David, What did that paint job cost?

Hopefully EVO are helping to cover some of it !


----------



## David.Yu (Jun 28, 2001)

It's a vinyl wrap so you're limited to what the manufacturers already produce.

Very nice 10 year guaranteed vinyl with a clear laminate. It will certainly protect the paintwork underneath! I wish I had done it when the car was brand new (so many stone chips already).

Will take more and better photos when the weather clears up.

Very neat job and companies like Creative FX are promoting it as a cheaper alternative to a respray.

Haven't got the final bill yet, but I believe it will be between £1500 and £2k because of the double layer thing.


----------



## Rich001 (Jul 13, 2008)

Did you not wan't the bottom skirts doing David? I think it would look even better. I think this is why I also opted for DMG so the car looked more co-ordinated. 

I defiantely fancy having a wrap done in either blue (a bit darker than bayside) or yellow (like the Renaultsport ID paint) but maybe when the car is 2 or 3 so it feels like having a new car again. Oh and an AP


----------



## Guy (Jun 27, 2001)

Wow, does that match your nail varnish? :chuckle:


----------



## Kurgen (Jul 26, 2008)

Guy said:


> Wow, does that match your nail varnish? :chuckle:


----------



## [email protected] (May 16, 2003)

Guy said:


> Wow, does that match your nail varnish? :chuckle:


reckon matches his silk bed sheets


haha just breaking balls buddy. we're all jellous really


----------



## David.Yu (Jun 28, 2001)

Guy said:


> Wow, does that match your nail varnish? :chuckle:


No, not today, but it is a good match for one of my handbags... :nervous: :runaway:


----------



## mugwump (Dec 30, 2007)

how long did the process take David?

PS; you're mad and I love it! :runaway:


----------



## Ellsworth (Jan 4, 2008)

That is without doubt the worst looking GTR Ive ever had the misfortune of seeing in my life. How could you do such a thing? Do you have gold undies and a leopard skin rug at home?


----------



## Wildrover (Dec 16, 2008)

The quality of the "wrap" looks fantastic.

As for the choice of colour...........


----------



## Robbie J (Jan 8, 2005)

well it certainly does not look like mine anymore....

the wife said she has a handbag to match that 

I think a darker shade would have been a little better, I'm sure it looks different in the flesh


----------



## EvolutionVI (Sep 6, 2005)

David,i have to say it looks 



.




.



.



.


.

different :thumbsup:


----------



## Kislik (Oct 11, 2008)

hmm, i don't like purple at all, but somehow this looks cool. I think to change my color too, but if so, i'll paint it not wrap. the blue one in US looks very cool, maybe a little darker or real midnight purple or so


----------



## Darren-mac (May 13, 2009)

I think it looks great! Kinda more exotic look about it now?!


----------



## [email protected] (May 16, 2003)

Darren-mac said:


> I think it looks great! Kinda more exotic look about it now?!
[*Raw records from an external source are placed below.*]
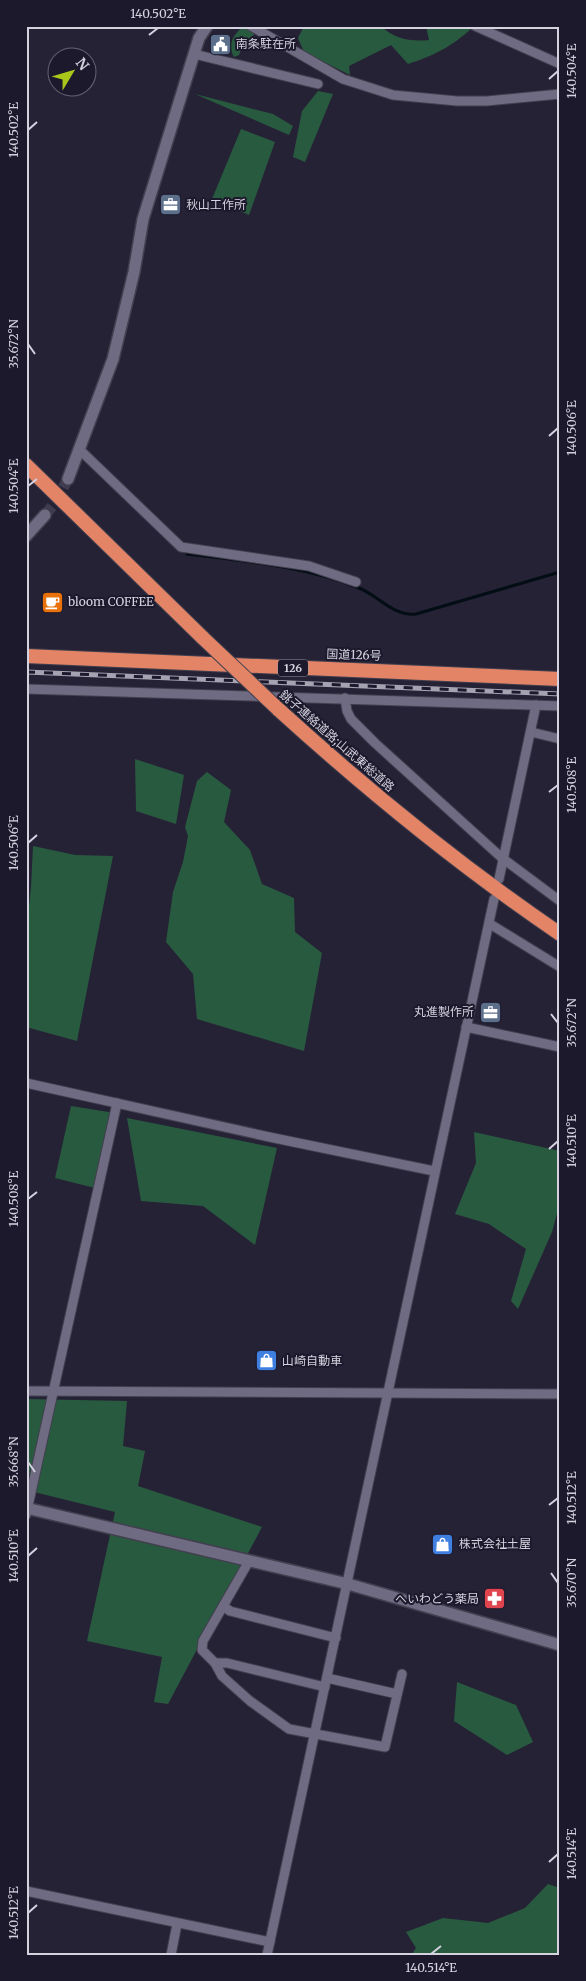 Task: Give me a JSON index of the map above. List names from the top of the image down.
{
  "streets": {
    "highway": ["国道126号", "126", "銚子連絡道路;山武東総道路"]
  },
  "places": {
    "public building": ["南条駐在所"],
    "office": ["秋山工作所", "丸進製作所"],
    "cafe": ["bloom COFFEE"],
    "shop": ["山崎自動車", "株式会社土屋"],
    "pharmacy": ["へいわどう薬局"]
  },
  "north": "top right",
  "coordinates": [
    "140.502°E",
    "140.504°E",
    "35.672°N",
    "140.506°E",
    "140.508°E",
    "140.510°E",
    "35.668°N",
    "140.512°E",
    "35.670°N",
    "140.514°E"
  ]
}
did you mean exotic or erotic


----------



## David.Yu (Jun 28, 2001)

Robbie J said:


> well it certainly does not look like mine anymore....
> 
> the wife said she has a handbag to match that
> 
> I think a darker shade would have been a little better, I'm sure it looks different in the flesh


Hehe, already made that joke... 

The beauty of a wrap of course, is it can be taken off easily when I tire of it.
I'll keep it at least until after the Autosport/Pistonheads show where it should attract some attention on the Pistonheads stand.

Rich001, no I definitely wanted to keep the skirts and spoiler orignal colour as the idea is to promote the wrap as an alternative to respraying the body.

Also I may well be replacing the front and rear spoilers with carbon fibre ones soon...


----------



## alastairw (Sep 19, 2008)

I think it looks great. I agree about the stone chips.. my GTR has the thinest paint I have ever seen!


----------



## stealth (Jul 6, 2004)

Congrats on something differant ,if any does not like it it can only be the colour as the work looks top notch .Personly I like it ,any shots you have with the doors and boot open :thumbsup:


----------



## Mikeydinho (Jan 30, 2009)

hmmmm i think alittle blackness need.


----------



## axolotl (May 29, 2008)

Midnight purple is so yesterday. This is "morning after" purple


----------



## Zed Ed (Oct 24, 2007)

I likee

kind of Violet Bouregard meets Prince's wardrobe


----------



## zeyd (Apr 15, 2008)

you'll certainly have the most discussed R35 in the world !


----------



## David.Yu (Jun 28, 2001)

Zed Ed said:


> I likee
> 
> kind of Violet Bouregard meets Prince's wardrobe


LOL! That was exactly the effect I was going for... :nervous:


----------



## Wildrover (Dec 16, 2008)

zeyd said:


> you'll certainly have the most discussed R35 in the world !


For the wrong reasons I suspect!


----------



## Mark B (Jul 28, 2004)

Does it come off easily?

I;d love to see a bayside one.


----------



## tonigmr2 (Sep 12, 2002)

Well I like it! Nothing like being different!


----------



## David.Yu (Jun 28, 2001)

Mark B said:


> Does it come off easily?
> 
> I;d love to see a bayside one.


Yeah, it's just a giant vinyl sticker at the end of the day, albeit applied by professionals.

The advantages over a respray are that it is:

a) cheaper
b) protects your original paintwork
c) easily changeable/removable 

The disadvantage is your palette of colours is much narrower, hence this particular shade of purple.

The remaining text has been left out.